Instructions to follow: Transcribe the entries exactly as they stand below, passing over any picture.

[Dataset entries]

===

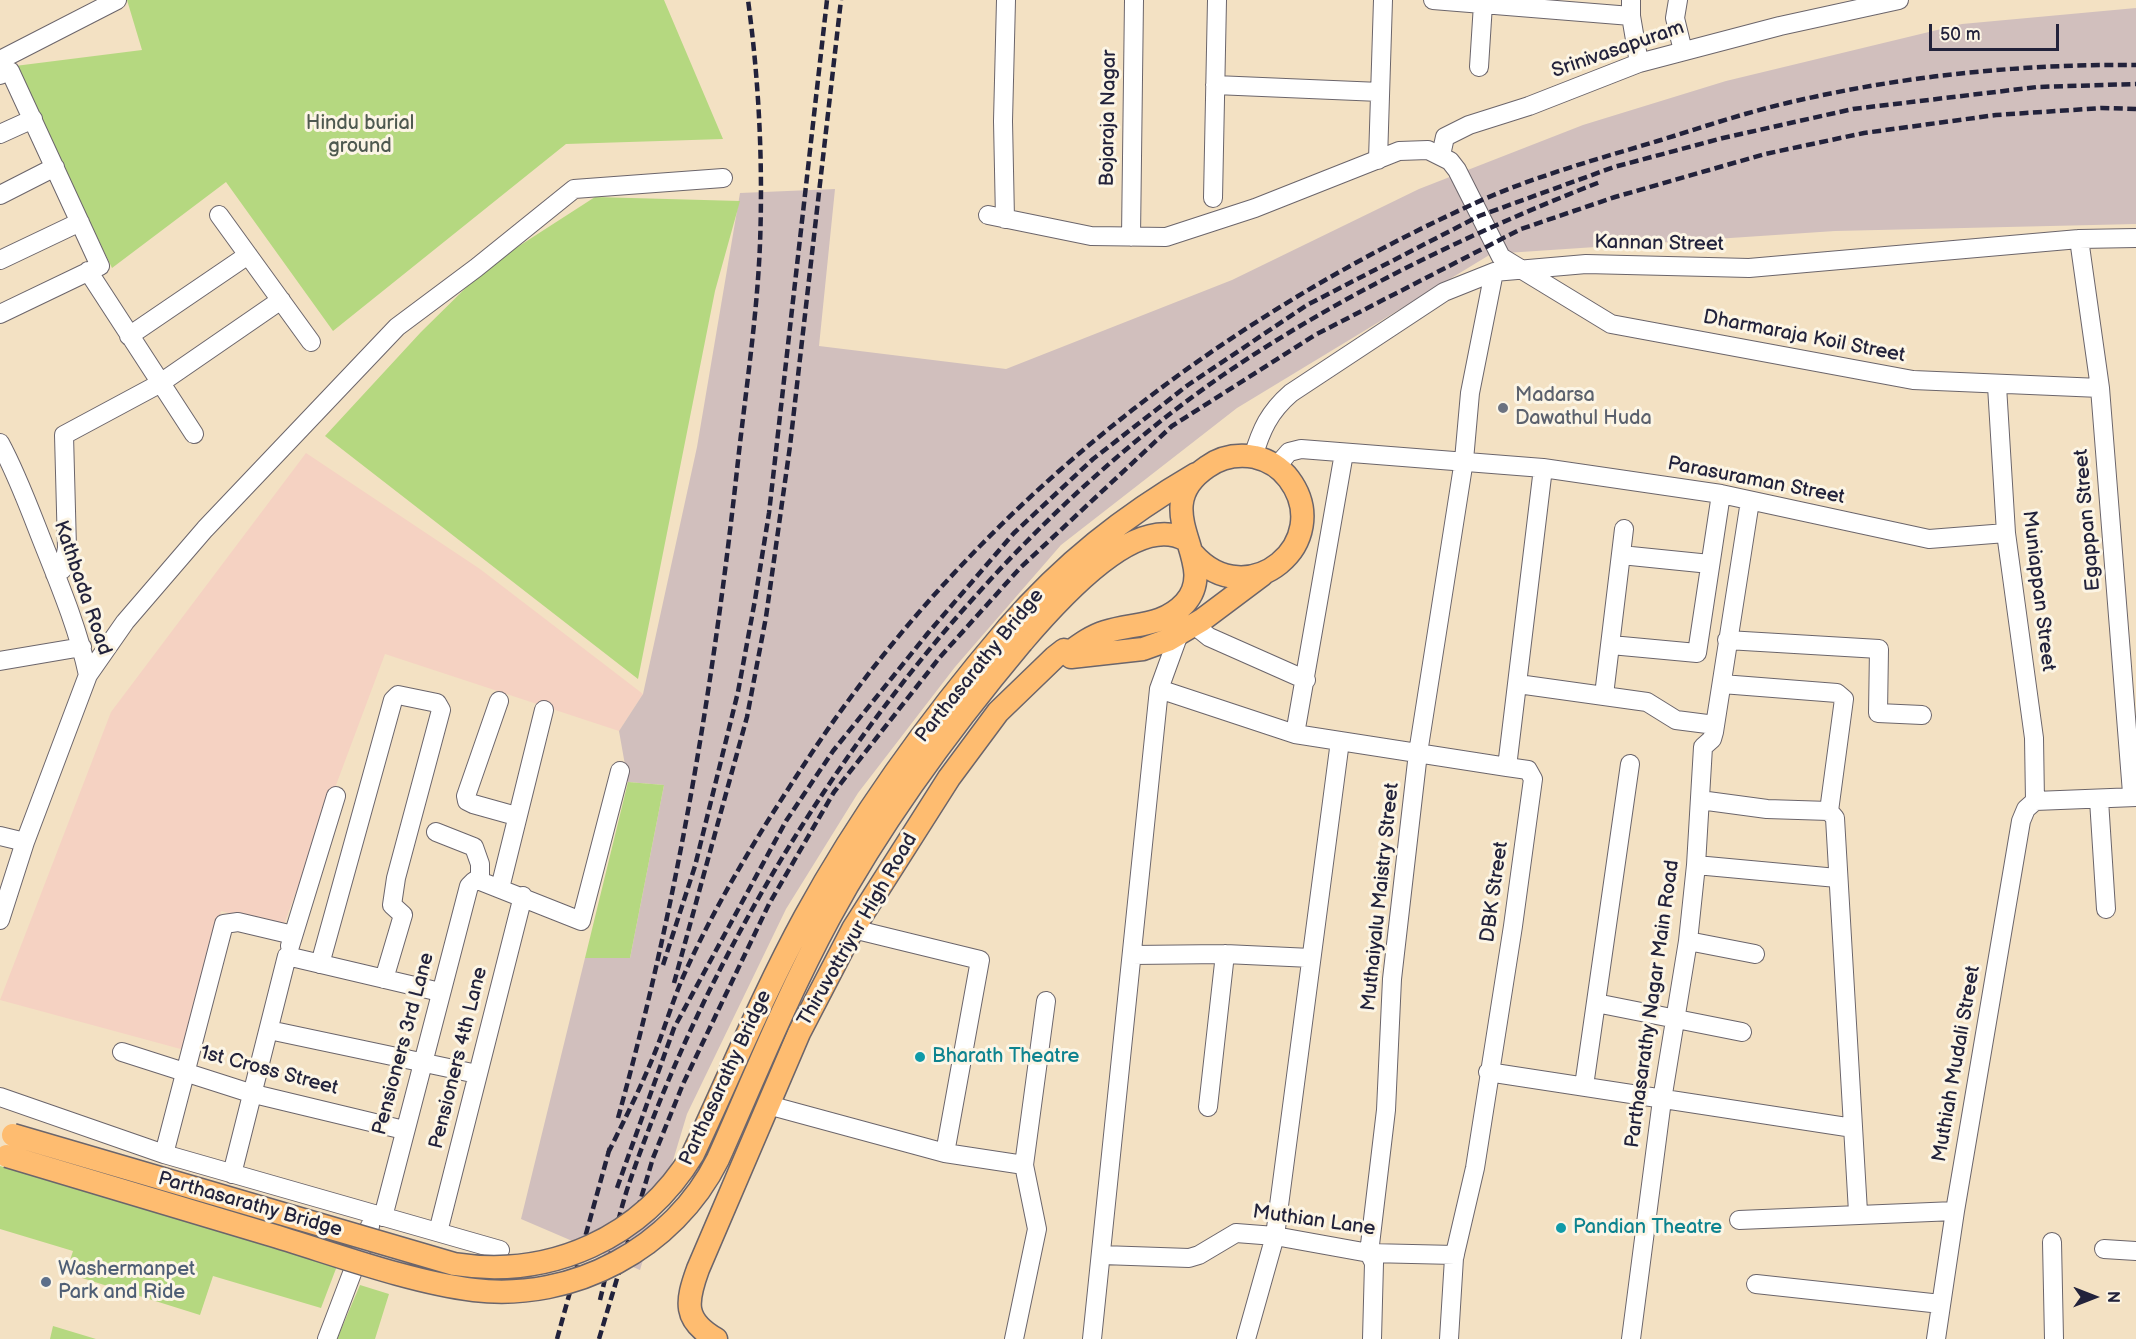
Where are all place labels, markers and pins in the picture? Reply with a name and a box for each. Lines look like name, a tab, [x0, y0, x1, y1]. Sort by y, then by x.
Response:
place label: Madarsa Dawathul Huda	[1515, 384, 1652, 431]
marker: Madarsa Dawathul Huda	[1496, 401, 1510, 415]
place label: Bharath Theatre	[932, 1045, 1079, 1069]
marker: Bharath Theatre	[913, 1050, 927, 1064]
place label: Pandian Theatre	[1573, 1216, 1722, 1240]
marker: Pandian Theatre	[1554, 1221, 1568, 1235]
place label: Washermanpet Park and Ride	[58, 1258, 195, 1305]
marker: Washermanpet Park and Ride	[39, 1275, 53, 1289]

===

Output below:
Where are all place labels, markers and pins in the picture? Reply with a name and a box for each. Lines look like name, a tab, [x0, y0, x1, y1]. Sort by y, then by x.
Response:
place label: Madarsa Dawathul Huda	[1515, 384, 1652, 431]
marker: Madarsa Dawathul Huda	[1496, 401, 1510, 415]
place label: Bharath Theatre	[932, 1045, 1079, 1069]
marker: Bharath Theatre	[913, 1050, 927, 1064]
place label: Pandian Theatre	[1573, 1216, 1722, 1240]
marker: Pandian Theatre	[1554, 1221, 1568, 1235]
place label: Washermanpet Park and Ride	[58, 1258, 195, 1305]
marker: Washermanpet Park and Ride	[39, 1275, 53, 1289]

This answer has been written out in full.